● **DESCRIPTION OF THE TASK**
In the records that follow, find each line containing "rows" and copy it.

[Stored items]
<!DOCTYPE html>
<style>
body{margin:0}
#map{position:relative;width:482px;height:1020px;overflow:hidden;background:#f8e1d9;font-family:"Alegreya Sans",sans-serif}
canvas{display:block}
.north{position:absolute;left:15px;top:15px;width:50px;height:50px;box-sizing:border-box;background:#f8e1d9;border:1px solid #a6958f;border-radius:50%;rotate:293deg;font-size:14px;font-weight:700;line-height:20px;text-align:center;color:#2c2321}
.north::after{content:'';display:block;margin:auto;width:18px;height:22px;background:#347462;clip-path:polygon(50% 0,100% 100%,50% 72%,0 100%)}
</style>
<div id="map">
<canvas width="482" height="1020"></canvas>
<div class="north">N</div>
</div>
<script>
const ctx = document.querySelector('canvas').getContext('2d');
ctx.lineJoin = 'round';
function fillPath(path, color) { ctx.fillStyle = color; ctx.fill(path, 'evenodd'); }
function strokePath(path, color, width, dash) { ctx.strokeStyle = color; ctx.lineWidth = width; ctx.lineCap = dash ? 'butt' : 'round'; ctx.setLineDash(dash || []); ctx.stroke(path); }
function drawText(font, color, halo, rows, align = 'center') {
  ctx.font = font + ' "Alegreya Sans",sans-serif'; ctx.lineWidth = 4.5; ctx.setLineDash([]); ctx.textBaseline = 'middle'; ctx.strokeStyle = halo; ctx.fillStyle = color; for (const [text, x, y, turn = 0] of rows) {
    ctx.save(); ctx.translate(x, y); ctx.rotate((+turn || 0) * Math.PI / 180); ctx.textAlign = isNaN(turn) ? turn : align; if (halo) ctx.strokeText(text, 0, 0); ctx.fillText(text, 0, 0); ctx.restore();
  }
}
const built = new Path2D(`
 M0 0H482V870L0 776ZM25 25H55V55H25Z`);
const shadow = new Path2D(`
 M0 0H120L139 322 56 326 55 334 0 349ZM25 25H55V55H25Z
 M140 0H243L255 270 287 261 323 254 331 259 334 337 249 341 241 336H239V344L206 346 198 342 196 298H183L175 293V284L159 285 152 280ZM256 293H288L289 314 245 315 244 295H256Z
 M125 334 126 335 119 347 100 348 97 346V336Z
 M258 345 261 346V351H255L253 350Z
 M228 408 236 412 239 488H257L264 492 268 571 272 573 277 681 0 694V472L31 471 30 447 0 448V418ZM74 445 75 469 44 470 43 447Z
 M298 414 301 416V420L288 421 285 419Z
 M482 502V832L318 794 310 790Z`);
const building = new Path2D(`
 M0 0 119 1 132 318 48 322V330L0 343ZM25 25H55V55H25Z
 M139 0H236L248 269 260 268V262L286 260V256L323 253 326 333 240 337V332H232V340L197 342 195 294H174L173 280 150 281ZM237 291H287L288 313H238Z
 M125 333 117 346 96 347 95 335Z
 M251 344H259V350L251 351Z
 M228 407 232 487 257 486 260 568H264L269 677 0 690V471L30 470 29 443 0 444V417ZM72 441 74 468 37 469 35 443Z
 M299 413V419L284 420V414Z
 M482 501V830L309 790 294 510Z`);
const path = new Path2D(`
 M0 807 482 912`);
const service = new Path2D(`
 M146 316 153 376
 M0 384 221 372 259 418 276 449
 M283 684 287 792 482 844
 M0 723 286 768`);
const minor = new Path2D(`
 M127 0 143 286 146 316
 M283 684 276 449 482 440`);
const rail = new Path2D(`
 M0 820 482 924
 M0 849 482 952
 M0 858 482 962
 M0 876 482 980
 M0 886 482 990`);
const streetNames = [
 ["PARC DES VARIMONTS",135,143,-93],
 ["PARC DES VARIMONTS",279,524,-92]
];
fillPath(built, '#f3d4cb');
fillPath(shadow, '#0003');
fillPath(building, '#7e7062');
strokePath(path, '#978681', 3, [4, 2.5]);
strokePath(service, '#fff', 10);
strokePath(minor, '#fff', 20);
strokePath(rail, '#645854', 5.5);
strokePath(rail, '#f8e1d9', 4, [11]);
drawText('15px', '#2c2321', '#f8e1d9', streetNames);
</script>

● **TASK SOLUTION**
function drawText(font, color, halo, rows, align = 'center') {
  ctx.font = font + ' "Alegreya Sans",sans-serif'; ctx.lineWidth = 4.5; ctx.setLineDash([]); ctx.textBaseline = 'middle'; ctx.strokeStyle = halo; ctx.fillStyle = color; for (const [text, x, y, turn = 0] of rows) {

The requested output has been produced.